I’m 37m and my wife is 36f. We’ve been married for 10 years and have 2 little kids. Prior to kids, my wife and I always had a very solid relationship (she agrees) and would only ever bicker over small stuff. She’s not originally from this country and I always had to push her to do things like learn English, go to college, and find a job (she was intimidated by these things). In fact, she doesn’t have much ambition to improve, compete, or move up in the world, which I believe are engrained in our American culture. I think she would be perfectly happy if I sat back, had a mediocre job, and didn’t take care of myself. However, this isn’t the case for me.

I’ve worked hard to give our family a nice home to live in, put her through college, and make sure all of us are well taken care of. After we had our first kids, things changed. She was now a part of my “team” and she tends to do everything at 80%. On top of working 10hrs a day, I find I’m the only one staying up at night cleaning. She is perfectly ok with the house being messy. After our first kid, I hired a maid service for awhile because she would barely clean most of the time while she was a SAHM. After our second kid she has stopped doing any sort of working out (it’s been over a year since having the kid) and I find myself not very physically attracted to her anymore. She doesn’t have the discipline to follow a workout routine and her great metabolism got her through her early years. Ive asked her if she is depressed. She says no and I also know this is just how she operates.

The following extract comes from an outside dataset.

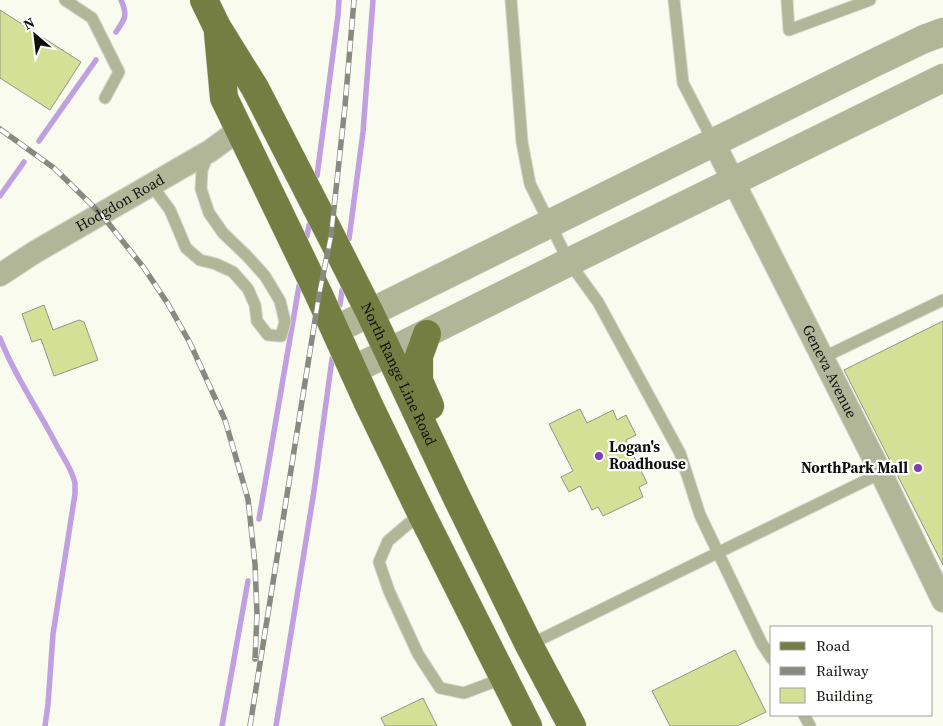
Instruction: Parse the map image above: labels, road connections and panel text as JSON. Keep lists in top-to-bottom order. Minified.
{"streets":{"main road":["North Range Line Road"],"street":["Hodgdon Road","Geneva Avenue"]},"crossings":[["Hodgdon Road","North Range Line Road"]],"places":["Logan's Roadhouse","NorthPark Mall"],"legend":["Road","Railway","Building"],"north":"top left"}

I’ve been just barely surviving in this environment for the past 3-4 years and anytime I bring up any disapproval of things she gets mad and won’t talk to me. Recently, she has been rude to me and complained that I wasn’t cooking enough for our kids. I’m not sure it’s possible to do more, I’m literally working or taking care of kids for every waking moment of my day. This was the last straw for me. There are many things I still like about her. I would do just about anything to make sure my kids have a good upbringing. I’ve never been to any type of counseling myslef. I was thinking of trying to get her to go to marriage counseling with me, but I honestly don’t know where to start.

4 comments
  1. you’re making it a little too easy for her. If you do and tolerate everything, everything becomes natural and it is difficult to change anything.

    Taking small steps and making her feel like she could lose you if she’s obnoxious to you…..would that be a start? She has to wake up somehow and acknowledge how you’re feeling or you’ve lost

  2. “I’ve asked her if she is depressed. She says no and I also know this is just how she operates.”

    Could you explains further what you mean by that second sentence?

    With her lack of initiative it seems pretty clear there is something going on within her mind creating at least part of this.

    Although you are doing many of the households tasks that she would normally be involved in, do you think her perception of your disapproval is taken more as criticism? Could it be from her perspective that your comments towards her has created some of her present condition and you don’t realize how much influence what you say or facial expressions have affected her?

    I discovered in our marriage, now 46 yrs., that even now what I think I display toward my wife is not in any way criticism is taken completely different from her perspective.

    Looking forward to hearing your thoughts.